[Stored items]
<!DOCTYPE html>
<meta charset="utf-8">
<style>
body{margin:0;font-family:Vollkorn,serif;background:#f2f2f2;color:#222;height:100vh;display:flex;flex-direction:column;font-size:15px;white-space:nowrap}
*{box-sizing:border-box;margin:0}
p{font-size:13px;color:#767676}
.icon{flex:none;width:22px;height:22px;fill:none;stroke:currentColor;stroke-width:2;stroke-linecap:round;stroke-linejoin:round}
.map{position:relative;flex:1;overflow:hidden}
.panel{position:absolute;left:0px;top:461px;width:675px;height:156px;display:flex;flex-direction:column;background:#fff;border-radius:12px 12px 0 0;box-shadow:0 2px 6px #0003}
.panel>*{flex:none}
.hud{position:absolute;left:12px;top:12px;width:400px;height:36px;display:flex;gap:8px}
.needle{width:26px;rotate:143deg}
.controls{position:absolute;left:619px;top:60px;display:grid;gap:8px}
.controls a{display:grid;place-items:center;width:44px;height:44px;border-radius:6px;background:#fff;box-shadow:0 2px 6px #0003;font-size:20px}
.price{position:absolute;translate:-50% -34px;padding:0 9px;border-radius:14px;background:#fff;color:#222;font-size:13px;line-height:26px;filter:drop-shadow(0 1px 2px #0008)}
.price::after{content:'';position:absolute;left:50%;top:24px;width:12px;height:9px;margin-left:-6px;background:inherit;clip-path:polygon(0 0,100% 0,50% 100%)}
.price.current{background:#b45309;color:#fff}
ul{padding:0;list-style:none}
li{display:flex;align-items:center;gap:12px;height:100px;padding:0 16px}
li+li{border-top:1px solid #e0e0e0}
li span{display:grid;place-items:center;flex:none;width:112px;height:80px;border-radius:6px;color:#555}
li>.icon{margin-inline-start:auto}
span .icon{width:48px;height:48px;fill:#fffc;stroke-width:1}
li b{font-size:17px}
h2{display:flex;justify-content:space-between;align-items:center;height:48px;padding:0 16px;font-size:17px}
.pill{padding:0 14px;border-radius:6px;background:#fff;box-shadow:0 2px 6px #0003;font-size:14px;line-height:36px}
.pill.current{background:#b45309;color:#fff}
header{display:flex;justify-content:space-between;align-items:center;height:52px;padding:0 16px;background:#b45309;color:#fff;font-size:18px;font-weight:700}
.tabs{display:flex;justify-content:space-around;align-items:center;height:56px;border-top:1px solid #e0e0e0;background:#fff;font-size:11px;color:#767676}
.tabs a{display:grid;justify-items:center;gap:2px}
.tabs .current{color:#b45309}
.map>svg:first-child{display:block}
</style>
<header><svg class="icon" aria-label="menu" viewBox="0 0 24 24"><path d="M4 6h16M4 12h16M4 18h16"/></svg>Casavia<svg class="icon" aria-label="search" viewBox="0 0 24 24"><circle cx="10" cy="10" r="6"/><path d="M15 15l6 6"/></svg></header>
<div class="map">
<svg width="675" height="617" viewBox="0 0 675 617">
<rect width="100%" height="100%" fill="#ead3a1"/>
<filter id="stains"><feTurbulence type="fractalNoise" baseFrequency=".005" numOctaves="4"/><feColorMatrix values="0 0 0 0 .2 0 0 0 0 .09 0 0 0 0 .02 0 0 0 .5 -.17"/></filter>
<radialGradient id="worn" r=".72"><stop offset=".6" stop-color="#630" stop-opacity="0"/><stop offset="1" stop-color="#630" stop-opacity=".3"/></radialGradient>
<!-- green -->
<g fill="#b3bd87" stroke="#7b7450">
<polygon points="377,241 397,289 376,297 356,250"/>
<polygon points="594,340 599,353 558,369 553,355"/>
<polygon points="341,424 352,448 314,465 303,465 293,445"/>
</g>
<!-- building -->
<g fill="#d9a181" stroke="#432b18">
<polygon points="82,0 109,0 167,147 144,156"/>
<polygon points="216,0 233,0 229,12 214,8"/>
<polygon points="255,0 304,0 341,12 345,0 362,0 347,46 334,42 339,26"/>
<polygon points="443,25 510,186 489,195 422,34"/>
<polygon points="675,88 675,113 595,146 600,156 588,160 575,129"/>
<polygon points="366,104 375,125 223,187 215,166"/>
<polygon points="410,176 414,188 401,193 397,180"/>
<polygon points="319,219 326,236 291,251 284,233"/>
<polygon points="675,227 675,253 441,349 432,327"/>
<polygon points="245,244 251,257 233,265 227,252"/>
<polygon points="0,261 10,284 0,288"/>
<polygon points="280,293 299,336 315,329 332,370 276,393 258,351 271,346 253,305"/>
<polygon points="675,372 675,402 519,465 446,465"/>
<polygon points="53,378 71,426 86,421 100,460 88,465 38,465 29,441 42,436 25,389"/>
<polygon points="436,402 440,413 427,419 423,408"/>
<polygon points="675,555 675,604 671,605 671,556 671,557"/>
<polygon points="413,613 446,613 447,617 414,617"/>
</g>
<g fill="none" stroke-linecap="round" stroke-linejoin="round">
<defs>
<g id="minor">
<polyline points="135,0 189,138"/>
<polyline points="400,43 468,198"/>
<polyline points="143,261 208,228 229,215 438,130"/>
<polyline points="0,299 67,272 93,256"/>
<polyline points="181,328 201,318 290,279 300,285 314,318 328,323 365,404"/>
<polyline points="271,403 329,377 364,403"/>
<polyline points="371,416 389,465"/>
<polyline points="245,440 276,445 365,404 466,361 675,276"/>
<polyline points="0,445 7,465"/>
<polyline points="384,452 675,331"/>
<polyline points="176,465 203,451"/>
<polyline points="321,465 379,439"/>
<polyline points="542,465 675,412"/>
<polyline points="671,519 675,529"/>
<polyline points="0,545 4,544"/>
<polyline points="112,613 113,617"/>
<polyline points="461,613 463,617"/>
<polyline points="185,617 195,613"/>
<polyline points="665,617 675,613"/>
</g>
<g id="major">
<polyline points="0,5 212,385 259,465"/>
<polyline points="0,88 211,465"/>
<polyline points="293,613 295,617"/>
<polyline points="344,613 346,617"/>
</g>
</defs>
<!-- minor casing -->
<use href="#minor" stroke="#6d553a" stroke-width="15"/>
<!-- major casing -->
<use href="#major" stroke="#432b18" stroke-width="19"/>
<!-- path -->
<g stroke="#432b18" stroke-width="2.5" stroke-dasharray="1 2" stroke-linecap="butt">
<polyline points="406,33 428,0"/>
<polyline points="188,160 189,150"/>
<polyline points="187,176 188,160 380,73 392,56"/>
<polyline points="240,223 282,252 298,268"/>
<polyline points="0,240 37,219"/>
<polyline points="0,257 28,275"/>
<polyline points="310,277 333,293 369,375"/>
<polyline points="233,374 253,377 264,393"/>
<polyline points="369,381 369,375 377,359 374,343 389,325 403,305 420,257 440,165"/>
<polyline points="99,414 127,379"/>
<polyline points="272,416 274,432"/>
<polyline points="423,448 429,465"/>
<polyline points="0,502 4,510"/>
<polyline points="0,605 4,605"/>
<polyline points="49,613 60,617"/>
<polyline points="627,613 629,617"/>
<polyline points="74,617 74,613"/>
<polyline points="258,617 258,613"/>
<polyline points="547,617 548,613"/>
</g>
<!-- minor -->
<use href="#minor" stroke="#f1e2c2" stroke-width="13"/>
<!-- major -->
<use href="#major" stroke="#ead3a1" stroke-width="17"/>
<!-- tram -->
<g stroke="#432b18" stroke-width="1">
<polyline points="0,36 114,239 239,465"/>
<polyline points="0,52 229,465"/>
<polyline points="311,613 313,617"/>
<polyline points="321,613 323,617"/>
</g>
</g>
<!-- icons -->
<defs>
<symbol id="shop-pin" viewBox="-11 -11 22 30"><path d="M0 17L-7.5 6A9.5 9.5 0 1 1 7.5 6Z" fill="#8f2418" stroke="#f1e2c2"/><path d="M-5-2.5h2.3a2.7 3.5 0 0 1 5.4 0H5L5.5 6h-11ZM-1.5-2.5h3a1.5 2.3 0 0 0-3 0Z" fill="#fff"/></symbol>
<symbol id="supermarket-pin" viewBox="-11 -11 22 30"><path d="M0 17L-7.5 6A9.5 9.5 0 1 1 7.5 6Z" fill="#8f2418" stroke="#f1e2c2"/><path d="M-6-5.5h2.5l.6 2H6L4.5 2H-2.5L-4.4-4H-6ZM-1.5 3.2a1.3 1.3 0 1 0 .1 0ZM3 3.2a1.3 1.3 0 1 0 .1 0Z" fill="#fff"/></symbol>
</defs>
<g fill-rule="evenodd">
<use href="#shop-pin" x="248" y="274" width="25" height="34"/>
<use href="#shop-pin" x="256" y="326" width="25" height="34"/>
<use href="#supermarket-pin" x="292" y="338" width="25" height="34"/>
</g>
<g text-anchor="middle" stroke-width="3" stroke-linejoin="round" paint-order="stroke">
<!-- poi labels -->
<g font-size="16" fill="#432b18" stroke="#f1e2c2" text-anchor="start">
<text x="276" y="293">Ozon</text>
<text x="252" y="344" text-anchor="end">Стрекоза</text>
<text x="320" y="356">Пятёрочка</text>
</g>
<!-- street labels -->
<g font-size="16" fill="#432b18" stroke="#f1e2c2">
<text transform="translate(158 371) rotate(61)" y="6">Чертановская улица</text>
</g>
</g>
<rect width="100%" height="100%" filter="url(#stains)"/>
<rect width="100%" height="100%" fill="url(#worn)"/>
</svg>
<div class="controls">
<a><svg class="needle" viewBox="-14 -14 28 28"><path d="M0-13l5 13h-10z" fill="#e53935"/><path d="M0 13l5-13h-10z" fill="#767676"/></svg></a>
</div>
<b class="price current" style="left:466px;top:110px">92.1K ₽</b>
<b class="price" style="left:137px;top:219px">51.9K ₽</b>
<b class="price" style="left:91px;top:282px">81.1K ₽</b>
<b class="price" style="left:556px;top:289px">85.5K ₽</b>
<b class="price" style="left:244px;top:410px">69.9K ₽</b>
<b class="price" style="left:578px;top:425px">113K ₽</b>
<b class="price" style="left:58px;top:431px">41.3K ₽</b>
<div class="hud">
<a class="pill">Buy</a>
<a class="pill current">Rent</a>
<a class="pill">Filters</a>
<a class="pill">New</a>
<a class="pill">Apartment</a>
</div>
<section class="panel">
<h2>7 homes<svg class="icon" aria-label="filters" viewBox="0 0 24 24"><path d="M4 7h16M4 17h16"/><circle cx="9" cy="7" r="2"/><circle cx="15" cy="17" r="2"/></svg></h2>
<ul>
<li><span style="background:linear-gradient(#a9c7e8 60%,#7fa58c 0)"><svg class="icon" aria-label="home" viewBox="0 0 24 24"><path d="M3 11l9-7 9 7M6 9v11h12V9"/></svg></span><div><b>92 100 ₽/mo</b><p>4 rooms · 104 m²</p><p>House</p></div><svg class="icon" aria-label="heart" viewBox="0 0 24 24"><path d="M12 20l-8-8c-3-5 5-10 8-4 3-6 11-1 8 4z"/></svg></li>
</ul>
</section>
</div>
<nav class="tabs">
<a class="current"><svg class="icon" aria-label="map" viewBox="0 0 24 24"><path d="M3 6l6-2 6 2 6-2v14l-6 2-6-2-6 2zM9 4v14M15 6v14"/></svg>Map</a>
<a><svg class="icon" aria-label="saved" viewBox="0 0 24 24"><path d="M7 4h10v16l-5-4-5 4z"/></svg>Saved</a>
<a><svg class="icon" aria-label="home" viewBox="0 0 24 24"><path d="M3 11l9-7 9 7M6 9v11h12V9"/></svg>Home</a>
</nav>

What the task requires
Pick out each line above that includes "panel" and show it.

Solution for this problem
.panel{position:absolute;left:0px;top:461px;width:675px;height:156px;display:flex;flex-direction:column;background:#fff;border-radius:12px 12px 0 0;box-shadow:0 2px 6px #0003}
.panel>*{flex:none}
<section class="panel">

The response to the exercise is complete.